Introduction
Earlier this week we published an overview on the data leak from the Patreon website as the first of a two-part article. Following this last post, we present now a small analysis on such data, in order to see some of the interesting pieces of information that can emerge.
As we have seen in our last blogpost, a lot of the leak's data concerns users' private information. Needless to say that such data cannot and will not be explicitly revealed, as we at BinaryEdge want to protect privacy above all.
Additionally, a lot of the data concerned authentication and website maintenance, which in itself does not contain any valuable information for analysis.
Hence, our exploratory data analysis will be focused on the following main topics:
- Who are the users of the website and how many are they?
- What are the users of Patreon aspiring to?
At this point, and before we show any analysis at all, it's very important to remember the nature of the original hack itself. The hackers who leaked the data originally obtained it due to a database exposure. This means that the data not only could be accessed, but also altered, which in turn might compromise the results presented here. In fact, some fields of the tables clearly show attempts of injection attacks:
That being said, the analysis made was based on the facts gathered from the data that was made public, whether it's content is true or not.
Who are the users of the website and how many are they?
One of the most interesting topics to explore with this kind of website is related to the users. Specifically, it's interesting to begin by knowing where they come from, as a measure to understand how relevant is the website (at this point in time) over the world.
We then begin our analysis by taking a look at the distribution of users worldwide:
As one can imagine, the vast majority of users comes from the USA, with only a small portion coming from other countries such as Brazil, Canada and Australia.
The fact that the users are not well distributed over the world can mean many things. It could mean for instance that the website hasn't really taken off yet. Also, one should keep in mind that the results presented on the map above are just total counts and are not normalised for population, meaning that any interpretation should take that into account.
Following this thought, it would be helpful to check the growth of the website (in users) over time. Below, we exhibit the count of newly joined users over time, per month.
The data regarding the user accounts creation dates only dates back to April 2013 and goes all the way up to August 2015. From this data, we can see that the website has shown a slow but steady increase in users up until August 2015. At this point in time, the number of accounts inexplicably increased exponentially.
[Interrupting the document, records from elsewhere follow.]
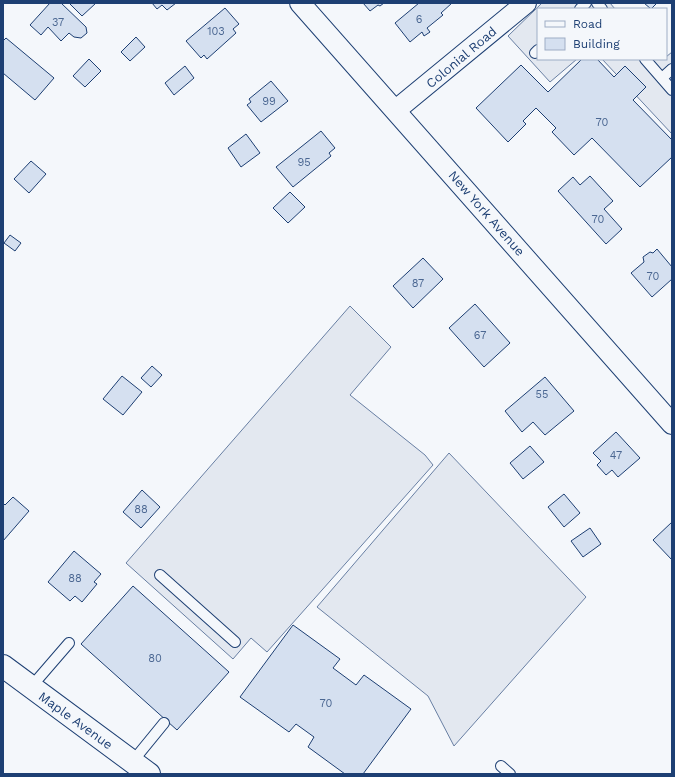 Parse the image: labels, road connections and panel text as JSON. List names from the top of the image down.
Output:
{
  "streets": {
    "main road": ["Maple Avenue"],
    "street": ["Colonial Road", "New York Avenue"]
  },
  "crossings": [
    ["Colonial Road", "New York Avenue"]
  ],
  "house_numbers": [
    "6",
    "37",
    "103",
    "99",
    "70",
    "95",
    "70",
    "70",
    "87",
    "67",
    "55",
    "47",
    "88",
    "88",
    "80",
    "70"
  ],
  "legend": ["Road", "Building"]
} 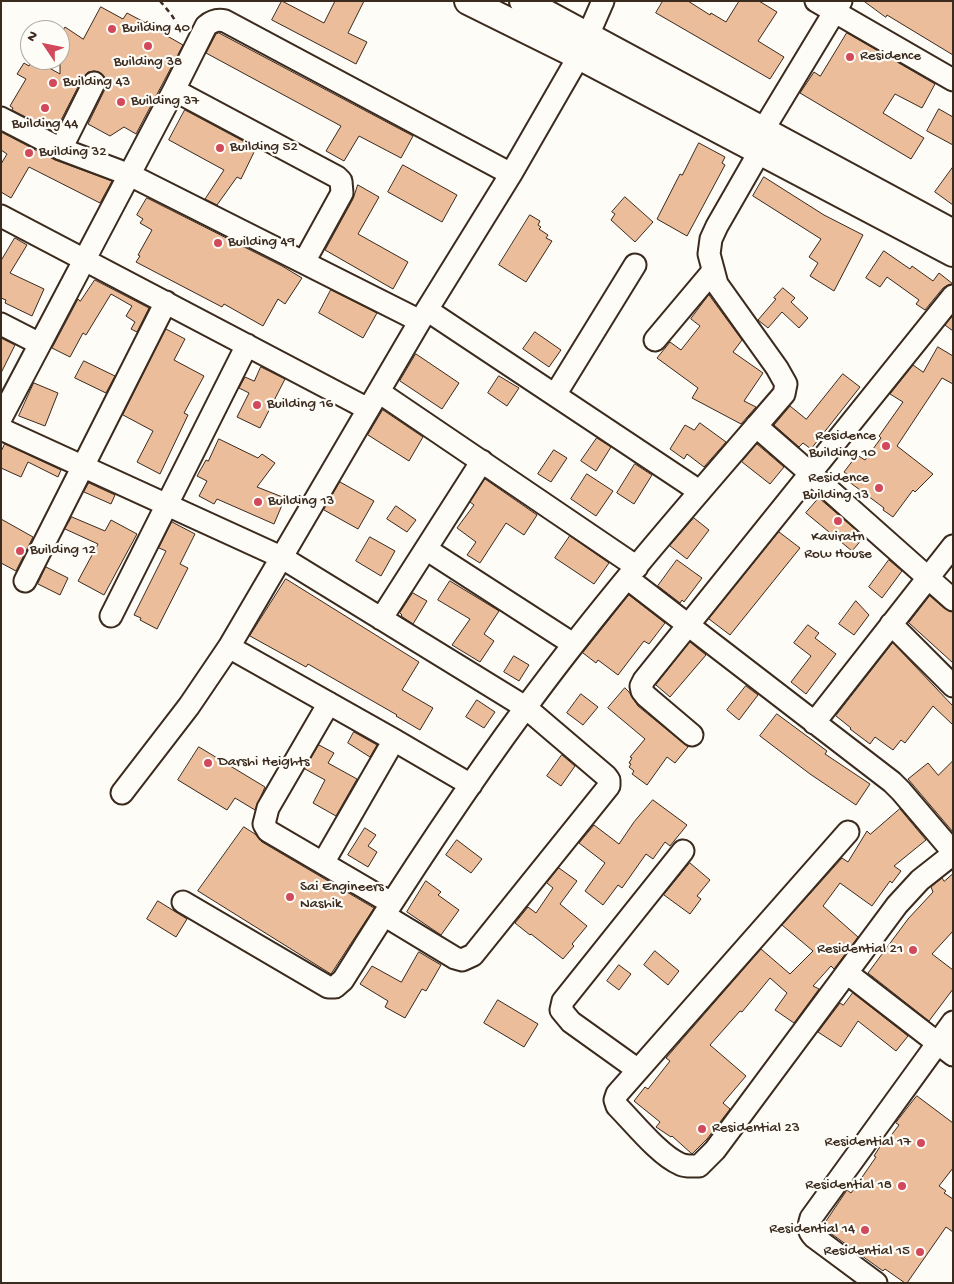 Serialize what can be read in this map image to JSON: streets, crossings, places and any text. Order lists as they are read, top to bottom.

We could not find any data that explains the reason of this growth.
One other thing that caught our eye about the users, was a textual field called "About" - which is basically how they describe themselves. Below we can see a wordcloud created with these descriptions.
By taking a quick look at the most popular terms in the "About" field, one can figure that the website is mostly popular among artistic types, judging by the frequency of terms such as "art", "artist", "music", "video", etc.
But what are these users really trying to accomplish on the website?
What are the users of Patreon aspiring to?
The users on the Patreon website can publicise their work through "campaigns". These campaigns have various types, relating to the kind of content that the users are trying to create.
The bar chart below shows the top 20 campaign types:
Not surprisingly, the most popular types of campaigns include art, videos, music and games, which are some of the most popular terms on the previous wordcloud.
However, it's important to notice that the campaign types are not normalised, since this data was retrieved from a free text entry field. This is why there are many types showing that can have the same meaning.
When filling out the details of a campaign, users have the opportunity to fill some textual fields describing their work and what are they trying to accomplish. One of these fields is a one-line description. Below there is a wordcloud if these one-liners.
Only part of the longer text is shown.